--- Material for this task ---
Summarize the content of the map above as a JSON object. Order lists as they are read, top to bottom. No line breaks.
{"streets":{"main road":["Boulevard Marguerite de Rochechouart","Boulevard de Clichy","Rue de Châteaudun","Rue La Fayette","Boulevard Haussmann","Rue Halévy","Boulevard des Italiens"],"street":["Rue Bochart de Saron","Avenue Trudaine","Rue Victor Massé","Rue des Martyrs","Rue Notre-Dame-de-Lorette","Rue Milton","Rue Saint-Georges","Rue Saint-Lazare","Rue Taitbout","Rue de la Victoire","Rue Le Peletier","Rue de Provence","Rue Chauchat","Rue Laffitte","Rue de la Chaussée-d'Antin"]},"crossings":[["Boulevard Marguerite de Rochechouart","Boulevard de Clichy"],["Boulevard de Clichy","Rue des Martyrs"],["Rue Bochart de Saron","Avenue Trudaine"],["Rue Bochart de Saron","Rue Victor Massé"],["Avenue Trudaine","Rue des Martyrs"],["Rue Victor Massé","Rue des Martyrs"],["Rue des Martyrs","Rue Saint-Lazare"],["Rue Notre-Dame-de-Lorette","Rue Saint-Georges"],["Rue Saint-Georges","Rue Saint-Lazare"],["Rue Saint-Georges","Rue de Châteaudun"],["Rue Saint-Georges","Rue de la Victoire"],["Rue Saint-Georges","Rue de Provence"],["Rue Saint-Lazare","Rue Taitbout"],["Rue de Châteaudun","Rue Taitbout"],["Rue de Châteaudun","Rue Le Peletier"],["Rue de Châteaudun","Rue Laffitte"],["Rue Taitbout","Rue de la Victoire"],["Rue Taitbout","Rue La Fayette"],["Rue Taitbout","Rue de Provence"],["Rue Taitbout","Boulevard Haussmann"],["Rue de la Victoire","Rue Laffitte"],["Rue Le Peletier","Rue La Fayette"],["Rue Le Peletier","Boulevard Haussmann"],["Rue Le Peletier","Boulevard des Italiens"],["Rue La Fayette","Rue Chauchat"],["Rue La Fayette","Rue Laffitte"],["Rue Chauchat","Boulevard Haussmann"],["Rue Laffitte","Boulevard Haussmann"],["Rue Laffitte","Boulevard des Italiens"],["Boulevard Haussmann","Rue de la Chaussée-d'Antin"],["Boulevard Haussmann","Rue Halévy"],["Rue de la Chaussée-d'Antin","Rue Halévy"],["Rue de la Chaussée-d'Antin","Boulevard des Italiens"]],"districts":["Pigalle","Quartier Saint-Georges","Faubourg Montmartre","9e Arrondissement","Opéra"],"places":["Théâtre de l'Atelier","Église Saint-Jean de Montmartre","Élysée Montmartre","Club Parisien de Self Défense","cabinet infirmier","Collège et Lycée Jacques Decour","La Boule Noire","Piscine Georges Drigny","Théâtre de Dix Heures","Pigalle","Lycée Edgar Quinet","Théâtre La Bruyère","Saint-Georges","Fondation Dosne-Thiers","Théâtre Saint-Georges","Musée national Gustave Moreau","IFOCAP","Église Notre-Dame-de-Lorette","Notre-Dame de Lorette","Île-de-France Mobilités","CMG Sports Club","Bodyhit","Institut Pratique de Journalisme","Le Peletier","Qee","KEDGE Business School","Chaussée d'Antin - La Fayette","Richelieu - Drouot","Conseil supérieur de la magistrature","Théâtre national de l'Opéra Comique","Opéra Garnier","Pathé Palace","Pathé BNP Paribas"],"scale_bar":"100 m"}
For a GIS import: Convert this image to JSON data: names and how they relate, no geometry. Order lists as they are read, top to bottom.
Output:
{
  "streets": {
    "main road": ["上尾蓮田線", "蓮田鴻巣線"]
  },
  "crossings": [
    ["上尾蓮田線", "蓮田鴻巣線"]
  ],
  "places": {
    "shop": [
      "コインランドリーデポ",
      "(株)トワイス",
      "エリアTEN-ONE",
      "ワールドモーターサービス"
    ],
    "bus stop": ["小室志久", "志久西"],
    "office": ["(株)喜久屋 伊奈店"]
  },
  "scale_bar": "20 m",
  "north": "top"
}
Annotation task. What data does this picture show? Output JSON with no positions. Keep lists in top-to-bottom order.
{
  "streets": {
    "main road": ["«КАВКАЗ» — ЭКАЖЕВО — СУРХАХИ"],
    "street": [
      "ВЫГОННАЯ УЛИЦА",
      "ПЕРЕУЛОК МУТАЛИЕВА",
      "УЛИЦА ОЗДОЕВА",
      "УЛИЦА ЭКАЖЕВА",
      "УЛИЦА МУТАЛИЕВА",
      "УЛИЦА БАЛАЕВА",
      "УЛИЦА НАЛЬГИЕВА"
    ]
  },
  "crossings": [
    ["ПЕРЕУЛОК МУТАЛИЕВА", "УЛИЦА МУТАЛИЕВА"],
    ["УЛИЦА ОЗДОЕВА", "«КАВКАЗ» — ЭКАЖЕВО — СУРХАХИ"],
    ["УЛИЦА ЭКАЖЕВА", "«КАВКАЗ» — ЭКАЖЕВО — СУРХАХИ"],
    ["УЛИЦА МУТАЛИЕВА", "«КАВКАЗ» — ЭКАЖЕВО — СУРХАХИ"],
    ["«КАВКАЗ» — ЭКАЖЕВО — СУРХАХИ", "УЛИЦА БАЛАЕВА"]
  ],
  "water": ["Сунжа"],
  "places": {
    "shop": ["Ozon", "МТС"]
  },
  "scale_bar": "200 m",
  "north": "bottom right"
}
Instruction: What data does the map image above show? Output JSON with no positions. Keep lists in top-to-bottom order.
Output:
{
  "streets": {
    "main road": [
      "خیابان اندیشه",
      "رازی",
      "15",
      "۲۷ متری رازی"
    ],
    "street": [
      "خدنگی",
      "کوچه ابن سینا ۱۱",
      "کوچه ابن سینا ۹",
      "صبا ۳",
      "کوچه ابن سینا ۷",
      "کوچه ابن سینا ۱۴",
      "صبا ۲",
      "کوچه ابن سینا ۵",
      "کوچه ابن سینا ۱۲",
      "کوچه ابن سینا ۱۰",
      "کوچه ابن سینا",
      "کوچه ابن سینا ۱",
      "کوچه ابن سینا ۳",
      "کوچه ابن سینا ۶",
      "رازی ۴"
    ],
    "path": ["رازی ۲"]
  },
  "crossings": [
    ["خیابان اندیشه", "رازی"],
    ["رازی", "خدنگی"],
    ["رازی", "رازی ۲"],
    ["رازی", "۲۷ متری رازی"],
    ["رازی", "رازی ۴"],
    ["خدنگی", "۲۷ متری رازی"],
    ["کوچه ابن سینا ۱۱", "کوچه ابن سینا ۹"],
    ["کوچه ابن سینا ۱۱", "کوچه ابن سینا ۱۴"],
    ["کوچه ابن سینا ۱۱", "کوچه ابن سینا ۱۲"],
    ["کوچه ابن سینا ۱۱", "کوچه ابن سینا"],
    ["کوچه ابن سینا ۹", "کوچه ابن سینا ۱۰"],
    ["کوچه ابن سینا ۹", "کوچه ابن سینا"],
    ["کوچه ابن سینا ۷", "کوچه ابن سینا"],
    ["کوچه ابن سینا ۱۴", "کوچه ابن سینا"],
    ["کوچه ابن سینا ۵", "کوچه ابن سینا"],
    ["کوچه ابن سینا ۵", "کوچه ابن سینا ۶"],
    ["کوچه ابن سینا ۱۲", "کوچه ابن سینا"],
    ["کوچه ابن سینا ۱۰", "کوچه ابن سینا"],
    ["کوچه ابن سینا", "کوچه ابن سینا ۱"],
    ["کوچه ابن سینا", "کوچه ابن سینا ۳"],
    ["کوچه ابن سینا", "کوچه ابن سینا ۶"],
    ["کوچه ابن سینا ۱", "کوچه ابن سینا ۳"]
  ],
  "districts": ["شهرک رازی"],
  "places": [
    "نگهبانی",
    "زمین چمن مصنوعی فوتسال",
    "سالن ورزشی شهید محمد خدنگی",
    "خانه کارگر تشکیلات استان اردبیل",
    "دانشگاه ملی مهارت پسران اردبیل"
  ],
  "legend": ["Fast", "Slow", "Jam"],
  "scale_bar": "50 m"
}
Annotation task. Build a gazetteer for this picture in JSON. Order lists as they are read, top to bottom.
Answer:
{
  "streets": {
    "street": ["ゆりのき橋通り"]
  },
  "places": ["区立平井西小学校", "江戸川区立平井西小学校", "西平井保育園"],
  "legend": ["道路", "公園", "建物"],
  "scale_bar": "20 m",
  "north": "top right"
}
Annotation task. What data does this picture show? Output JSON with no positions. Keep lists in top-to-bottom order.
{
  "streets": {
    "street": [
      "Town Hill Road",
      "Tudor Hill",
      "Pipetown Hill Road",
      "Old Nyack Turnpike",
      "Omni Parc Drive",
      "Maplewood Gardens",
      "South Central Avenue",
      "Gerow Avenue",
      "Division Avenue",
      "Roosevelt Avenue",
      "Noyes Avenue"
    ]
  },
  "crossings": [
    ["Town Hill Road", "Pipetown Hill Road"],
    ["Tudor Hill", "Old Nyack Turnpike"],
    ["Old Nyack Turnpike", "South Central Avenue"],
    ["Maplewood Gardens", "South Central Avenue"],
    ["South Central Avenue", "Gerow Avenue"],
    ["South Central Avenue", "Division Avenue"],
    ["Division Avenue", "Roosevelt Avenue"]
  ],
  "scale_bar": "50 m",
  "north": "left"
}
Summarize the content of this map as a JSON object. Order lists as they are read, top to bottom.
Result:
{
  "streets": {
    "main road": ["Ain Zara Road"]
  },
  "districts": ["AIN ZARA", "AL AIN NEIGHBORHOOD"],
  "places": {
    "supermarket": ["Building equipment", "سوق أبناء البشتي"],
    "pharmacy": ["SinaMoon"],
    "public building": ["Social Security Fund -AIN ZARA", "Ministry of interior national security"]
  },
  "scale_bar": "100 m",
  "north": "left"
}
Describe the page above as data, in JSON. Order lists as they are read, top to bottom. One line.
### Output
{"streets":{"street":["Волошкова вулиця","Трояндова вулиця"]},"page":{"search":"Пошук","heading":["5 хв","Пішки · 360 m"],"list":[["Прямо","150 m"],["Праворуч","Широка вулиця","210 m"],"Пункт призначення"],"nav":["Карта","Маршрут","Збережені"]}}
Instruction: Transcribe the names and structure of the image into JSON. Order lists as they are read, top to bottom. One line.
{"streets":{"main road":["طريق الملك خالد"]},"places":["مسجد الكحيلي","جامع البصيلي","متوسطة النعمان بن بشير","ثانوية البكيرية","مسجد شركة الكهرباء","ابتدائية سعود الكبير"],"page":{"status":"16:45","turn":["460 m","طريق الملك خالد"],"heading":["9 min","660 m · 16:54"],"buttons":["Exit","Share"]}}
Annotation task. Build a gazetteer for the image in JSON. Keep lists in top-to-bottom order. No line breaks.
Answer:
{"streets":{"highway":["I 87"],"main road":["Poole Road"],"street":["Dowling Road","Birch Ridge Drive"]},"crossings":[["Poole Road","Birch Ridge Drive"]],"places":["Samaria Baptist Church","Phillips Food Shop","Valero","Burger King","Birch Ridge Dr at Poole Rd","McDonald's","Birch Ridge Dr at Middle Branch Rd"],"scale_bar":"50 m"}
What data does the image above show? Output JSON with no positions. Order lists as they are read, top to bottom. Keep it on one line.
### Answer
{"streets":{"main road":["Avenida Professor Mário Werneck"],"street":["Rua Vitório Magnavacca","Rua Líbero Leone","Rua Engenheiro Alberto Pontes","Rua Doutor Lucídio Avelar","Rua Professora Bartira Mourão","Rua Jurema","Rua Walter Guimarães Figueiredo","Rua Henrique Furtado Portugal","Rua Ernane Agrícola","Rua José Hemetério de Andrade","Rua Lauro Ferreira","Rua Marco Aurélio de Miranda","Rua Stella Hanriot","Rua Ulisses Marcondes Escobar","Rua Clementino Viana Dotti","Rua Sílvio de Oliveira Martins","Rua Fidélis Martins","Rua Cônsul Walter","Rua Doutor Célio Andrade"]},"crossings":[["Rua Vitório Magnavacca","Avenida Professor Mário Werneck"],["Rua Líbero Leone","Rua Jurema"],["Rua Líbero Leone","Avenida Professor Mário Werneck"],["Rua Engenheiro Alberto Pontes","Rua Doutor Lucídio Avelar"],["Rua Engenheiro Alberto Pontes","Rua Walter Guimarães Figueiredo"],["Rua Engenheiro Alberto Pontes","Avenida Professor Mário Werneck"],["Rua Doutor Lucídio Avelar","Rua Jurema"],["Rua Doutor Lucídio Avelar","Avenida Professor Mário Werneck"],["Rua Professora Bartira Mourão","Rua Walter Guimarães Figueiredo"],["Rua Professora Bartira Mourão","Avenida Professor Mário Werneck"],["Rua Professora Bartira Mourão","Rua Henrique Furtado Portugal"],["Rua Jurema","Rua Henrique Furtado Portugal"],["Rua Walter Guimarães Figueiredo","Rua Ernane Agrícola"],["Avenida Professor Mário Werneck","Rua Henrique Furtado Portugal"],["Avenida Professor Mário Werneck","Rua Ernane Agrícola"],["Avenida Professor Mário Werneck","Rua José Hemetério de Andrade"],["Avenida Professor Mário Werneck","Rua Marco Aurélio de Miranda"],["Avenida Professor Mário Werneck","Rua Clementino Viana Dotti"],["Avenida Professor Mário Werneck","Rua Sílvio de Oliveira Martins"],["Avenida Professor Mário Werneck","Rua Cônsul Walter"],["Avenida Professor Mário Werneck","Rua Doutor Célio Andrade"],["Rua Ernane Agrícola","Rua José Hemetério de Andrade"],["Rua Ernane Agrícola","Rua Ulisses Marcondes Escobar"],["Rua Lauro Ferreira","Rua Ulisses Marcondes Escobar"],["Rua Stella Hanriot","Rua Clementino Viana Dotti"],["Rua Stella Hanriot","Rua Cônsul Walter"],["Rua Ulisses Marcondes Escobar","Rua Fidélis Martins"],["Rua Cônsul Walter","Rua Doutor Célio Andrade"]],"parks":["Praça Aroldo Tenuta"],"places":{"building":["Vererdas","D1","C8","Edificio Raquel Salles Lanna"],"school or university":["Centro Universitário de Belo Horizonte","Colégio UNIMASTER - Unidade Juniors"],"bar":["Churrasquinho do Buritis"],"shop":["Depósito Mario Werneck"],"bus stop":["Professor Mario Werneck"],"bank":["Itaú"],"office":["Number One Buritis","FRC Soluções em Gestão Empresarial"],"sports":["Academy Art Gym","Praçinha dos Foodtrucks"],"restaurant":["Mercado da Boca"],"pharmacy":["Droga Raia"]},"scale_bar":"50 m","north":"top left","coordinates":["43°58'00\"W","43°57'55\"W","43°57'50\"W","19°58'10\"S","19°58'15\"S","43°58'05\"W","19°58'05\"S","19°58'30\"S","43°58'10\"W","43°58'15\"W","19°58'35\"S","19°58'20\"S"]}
---
__What you will do__. Lines above that include the string "Instruction" need to be copied.

__Result for this exercise__.
Instruction: What data does the map image above show? Output JSON with no positions. Keep lists in top-to-bottom order.
Instruction: Transcribe the names and structure of the image into JSON. Order lists as they are read, top to bottom. One line.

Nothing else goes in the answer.